Latin American Despair

The leaders of the left, Hugo Chávez, Dilma Rousseff, José Mujica and Cristina Fernández. (Twitter)

14ymedio bigger14ymedio, Carlos Alberto Montaner, Miami, 24 November 2018 — Guy Sorman is a notable French thinker. He recently published an article in ABC de Madrid entitled “The future recedes in Latin America.” It is a brilliant and desperate text. Well meaning, but desperate.

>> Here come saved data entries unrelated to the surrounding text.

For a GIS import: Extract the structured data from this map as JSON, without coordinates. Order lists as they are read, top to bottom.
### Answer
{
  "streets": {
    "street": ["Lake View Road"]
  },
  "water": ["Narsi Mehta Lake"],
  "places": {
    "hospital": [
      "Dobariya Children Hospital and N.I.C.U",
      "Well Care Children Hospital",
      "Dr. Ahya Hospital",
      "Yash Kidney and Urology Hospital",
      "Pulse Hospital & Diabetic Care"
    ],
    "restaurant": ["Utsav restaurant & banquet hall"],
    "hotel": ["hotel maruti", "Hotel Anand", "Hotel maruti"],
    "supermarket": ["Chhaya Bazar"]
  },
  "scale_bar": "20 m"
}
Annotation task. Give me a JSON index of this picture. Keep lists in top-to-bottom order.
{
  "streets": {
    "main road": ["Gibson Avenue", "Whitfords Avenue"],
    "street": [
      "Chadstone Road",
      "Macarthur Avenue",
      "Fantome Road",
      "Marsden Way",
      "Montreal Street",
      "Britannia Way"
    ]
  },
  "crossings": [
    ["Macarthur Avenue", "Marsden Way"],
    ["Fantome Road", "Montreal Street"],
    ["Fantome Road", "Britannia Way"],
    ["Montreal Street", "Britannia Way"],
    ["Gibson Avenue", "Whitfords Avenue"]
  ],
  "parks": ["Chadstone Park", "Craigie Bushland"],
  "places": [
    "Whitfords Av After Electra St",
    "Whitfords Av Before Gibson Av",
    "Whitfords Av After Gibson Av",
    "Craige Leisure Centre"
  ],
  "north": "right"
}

He goes on to say that in Latin America we have tried everything, and everything, uselessly, we have pulverized. Liberalism in Argentina, originating with Alberdi and Sarmiento. The enlightened despotism of Mexico with Porfirio Diaz and his “scientists.” The statism with the Mexican Revolution of 1911. The military dictatorships of Pinochet and Stroessner, and the civilian dictatorships with Somoza and Fujimori. Communism with the Castros, with Chavez and Maduro, with the first Daniel Ortega (the second Daniel Ortega is Somoza revived, but with more homicidal furor).

The strange thing about our culture is that, instead of correcting what is wrong, we renounce our successes and insist, periodically, on our mistakes. It still reverberates, from time to time, the old Maoism at the hand of a wounded but not buried Shining Path, although Mao does not exist in China, beyond a rhetorical reverence.

It is amazing to hear Pablo Iglesias, the leader of “Podemos” in Spain, be envious of what is happening in Venezuela, as if he were willing to repeat in his own country the terrible devastation that occurred in the once prosperous oil paradise.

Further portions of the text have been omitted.